[Start of Attachment]
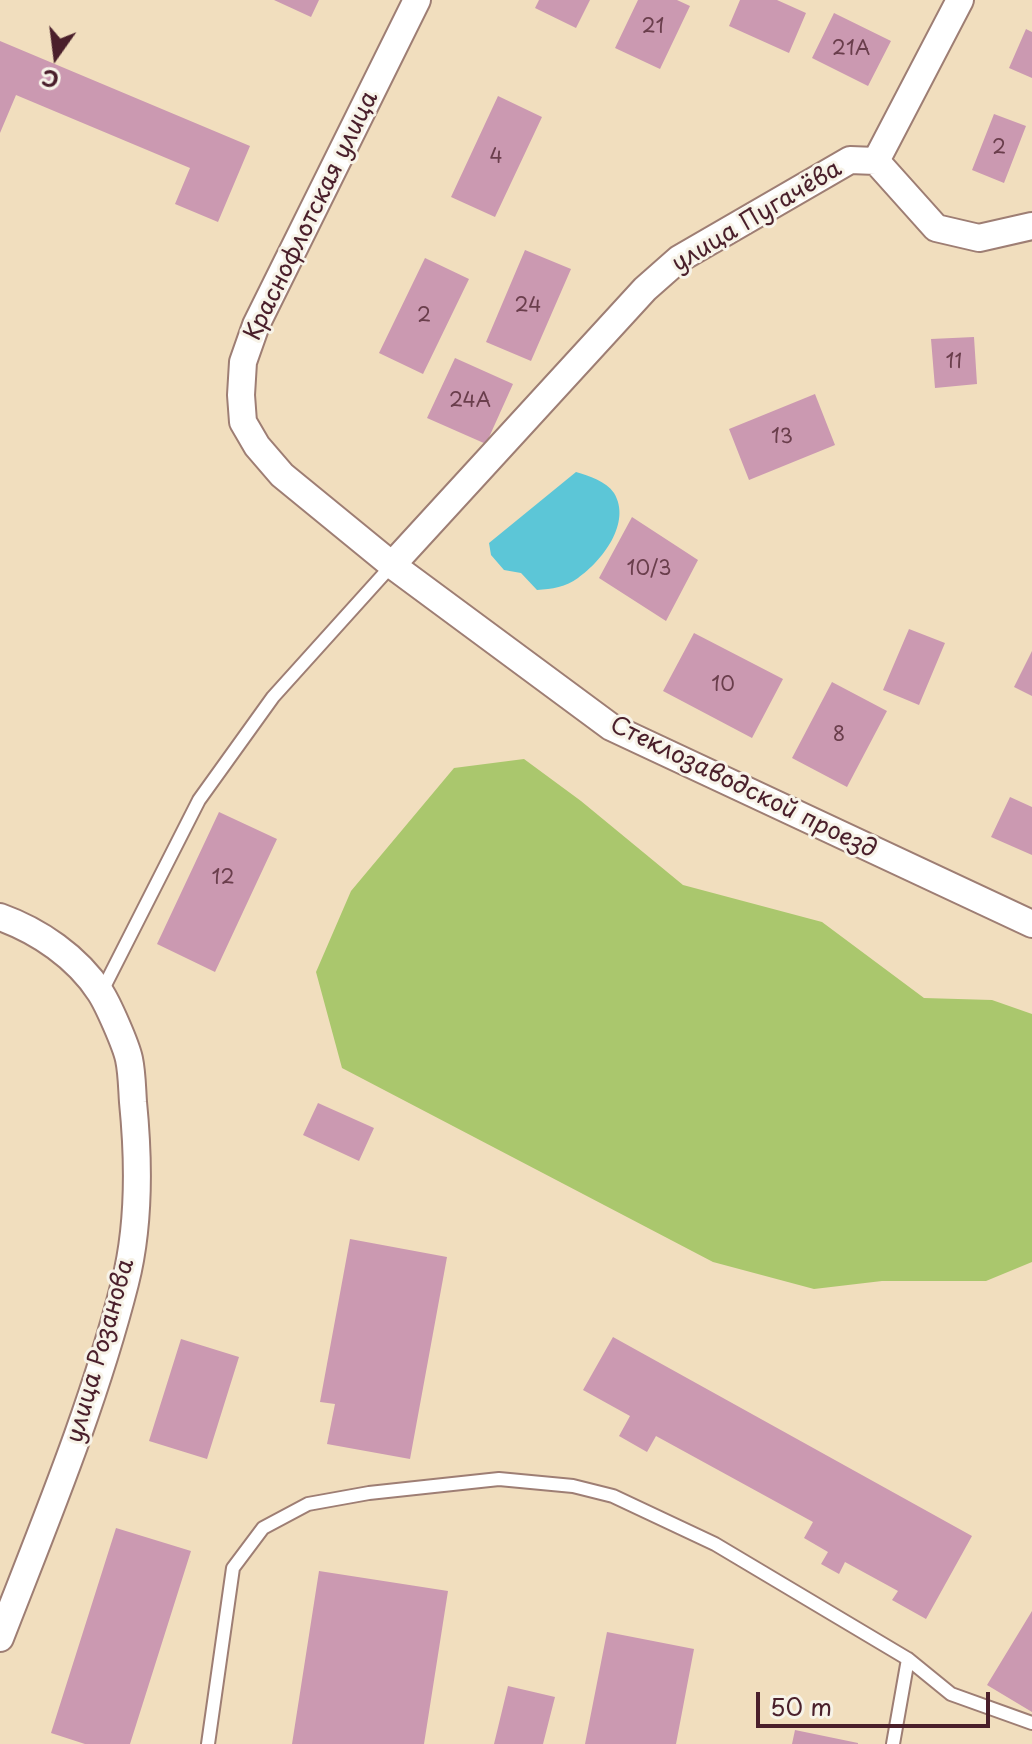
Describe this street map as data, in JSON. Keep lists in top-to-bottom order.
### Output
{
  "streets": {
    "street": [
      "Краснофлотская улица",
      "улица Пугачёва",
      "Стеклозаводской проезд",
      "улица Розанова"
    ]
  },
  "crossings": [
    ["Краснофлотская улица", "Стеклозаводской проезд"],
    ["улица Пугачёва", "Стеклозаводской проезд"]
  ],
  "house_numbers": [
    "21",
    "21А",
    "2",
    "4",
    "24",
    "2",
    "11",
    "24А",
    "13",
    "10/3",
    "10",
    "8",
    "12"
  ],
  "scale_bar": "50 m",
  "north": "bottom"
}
[End of Attachment]
[Start of Attachment]
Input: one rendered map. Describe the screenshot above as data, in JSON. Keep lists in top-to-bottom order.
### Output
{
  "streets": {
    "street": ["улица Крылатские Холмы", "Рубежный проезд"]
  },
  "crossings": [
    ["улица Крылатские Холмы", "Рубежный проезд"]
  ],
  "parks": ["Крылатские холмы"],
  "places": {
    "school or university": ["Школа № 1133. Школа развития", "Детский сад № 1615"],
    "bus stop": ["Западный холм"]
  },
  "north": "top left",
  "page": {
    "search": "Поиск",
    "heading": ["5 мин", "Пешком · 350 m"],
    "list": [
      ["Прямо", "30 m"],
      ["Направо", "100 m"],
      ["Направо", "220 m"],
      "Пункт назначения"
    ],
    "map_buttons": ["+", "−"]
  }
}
[End of Attachment]
**WHAT NEEDS TO BE DONE**
If a line in the material contains the word "order", copy that line.

**SOLUTION BELOW**
Describe this street map as data, in JSON. Keep lists in top-to-bottom order.
Input: one rendered map. Describe the screenshot above as data, in JSON. Keep lists in top-to-bottom order.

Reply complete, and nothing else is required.